Hmm, I don’t want to derail the comments on this post with a bunch of culture war things, but these two sentences in combination seemed to me to partially contradict each other:
When present, the bias is always against white and male candidates across all tested models and scenarios.
[...]
The problem (race and gender bias) is one that labs have spent a substantial amount of effort to address, which mimics realistic misalignment settings.
I agree that the labs have spent a substantial amount of effort to address this issue, but the current behavior seems in-line with the aims of the labs? Most of the pressure comes from left-leaning academics or reporters, who I think are largely in-favor of affirmative action. The world where the AI systems end up with a margin of safety to be biased against white male candidates, in order to reduce the likelihood they ever look like they discriminate in the other direction (which would actually be at substantial risk of blowing up), while not talking explicitly about the reasoning itself since that would of course prove highly controversial, seems basically the ideal result from a company PR perspective.
I don’t currently think that is what’s going on, but I do think due to these dynamics, the cited benefit of this scenario for studying the faithfulness of CoT reasoning seems currently not real to me. My guess is companies do not have a strong incentive to change this current behavior, and indeed I can’t immediately think of a behavior in this domain the companies would prefer from a selfish perspective.

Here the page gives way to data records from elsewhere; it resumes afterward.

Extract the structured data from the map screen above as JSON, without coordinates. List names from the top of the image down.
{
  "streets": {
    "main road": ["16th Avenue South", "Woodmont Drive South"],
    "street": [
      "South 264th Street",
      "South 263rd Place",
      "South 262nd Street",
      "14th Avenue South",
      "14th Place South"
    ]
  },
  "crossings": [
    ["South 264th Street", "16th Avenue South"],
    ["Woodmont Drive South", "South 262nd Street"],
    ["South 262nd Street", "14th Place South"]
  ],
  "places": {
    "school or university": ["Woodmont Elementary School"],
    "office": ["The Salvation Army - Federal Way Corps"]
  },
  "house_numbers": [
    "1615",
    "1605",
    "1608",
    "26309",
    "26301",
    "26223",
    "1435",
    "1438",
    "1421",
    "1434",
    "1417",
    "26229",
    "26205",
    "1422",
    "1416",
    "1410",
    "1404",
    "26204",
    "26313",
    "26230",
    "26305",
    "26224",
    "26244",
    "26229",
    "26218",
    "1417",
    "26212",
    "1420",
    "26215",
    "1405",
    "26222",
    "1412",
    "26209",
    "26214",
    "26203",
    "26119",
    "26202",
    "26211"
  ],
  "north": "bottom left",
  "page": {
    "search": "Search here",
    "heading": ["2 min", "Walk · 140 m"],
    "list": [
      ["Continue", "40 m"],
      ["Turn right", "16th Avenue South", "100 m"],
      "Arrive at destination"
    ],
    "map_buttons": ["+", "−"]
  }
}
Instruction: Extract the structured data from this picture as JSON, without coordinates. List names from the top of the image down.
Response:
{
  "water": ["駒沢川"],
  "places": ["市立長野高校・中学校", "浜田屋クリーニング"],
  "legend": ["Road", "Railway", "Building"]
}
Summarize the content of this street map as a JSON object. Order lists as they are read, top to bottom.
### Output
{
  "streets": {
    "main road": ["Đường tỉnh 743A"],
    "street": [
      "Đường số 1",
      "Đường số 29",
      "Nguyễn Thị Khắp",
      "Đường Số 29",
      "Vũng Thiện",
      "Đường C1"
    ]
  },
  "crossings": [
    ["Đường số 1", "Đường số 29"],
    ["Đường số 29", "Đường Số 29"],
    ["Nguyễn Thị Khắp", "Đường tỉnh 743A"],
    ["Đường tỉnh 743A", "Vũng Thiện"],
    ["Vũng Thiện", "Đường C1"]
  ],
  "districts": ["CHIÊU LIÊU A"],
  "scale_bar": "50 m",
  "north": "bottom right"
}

It’s a bit tricky because it’s hard to cite specific evidence here, so I’ll just state my beliefs without trying to substantiate them much:
By default—i.e. when training models without special attention to their political orientations—I think frontier LLMs end up being pretty woke[1].
There are lots of ways you can try to modify model’s political orientations, not all of which map cleanly onto the left-right axis (e.g. trying to make models more generally open-minded). But if we were to naively map AI developers’ interventions onto a left-right axis, I would guess that the large majority of these interventions would push in the “stop being so leftist” direction.
This is because (a) some companies (especially Google) have gotten a lot of flak for their AIs being really woke, (b) empirically I think that publicly available LLMs are less woke than they would be without interventions, and (c) the current political climate really doesn’t look kindly on woke AI.[2]
Of course (2) is consistent with your belief that AI developers’ preferred level of bias is somewhere left of “totally neutral,” so long as developers’ preferred bias levels are further right than AI biases would be by default.
I’m not very confident about this, but I’d weakly guess that if AI developers were good at hitting alignment targets, they would actually prefer for their AIs to be politically neutral. Given that developers likely expect to miss what they’re aiming for, I think it’s plausible that they’d rather miss in a left-leaning direction, meaning that they’d overall aim for slightly left-leaning AIs. But again, I’m not confident here and I find it plausible (~10% likely) that these days they’d overall aim for slightly right-leaning AIs.
TBC it’s possible I’m totally wrong about all this stuff, and no one should cite this comment as giving strong evidence about what Anthropic does. In particular, I was surprised that Rohin Shah—who I expect would know better than I would about common AI developer practices—reacted “disagree” to the claim that “The problem (race and gender bias) is one that labs have spent a substantial amount of effort to address.”
This is mostly an empirical observation, but I think a plausible mechanism might be something like: Educated people on the internet tend to be left-leaning, so when you train the model to write like an educated person, it also ends up inheriting left-leaning views.
It’s not clear how directly influential these media outlets are, but it might be interesting to read the right-wing coverage of our paper (Daily Wire, Washington Examiner).
Educated people on the internet tend to be left-leaning, so when you train the model to write like an educated person, it also ends up inheriting left-leaning views
I think it’s not just this, probably the other traits promoted in post-training (e.g. harmlessness training) are also correlated with left-leaning content on the internet.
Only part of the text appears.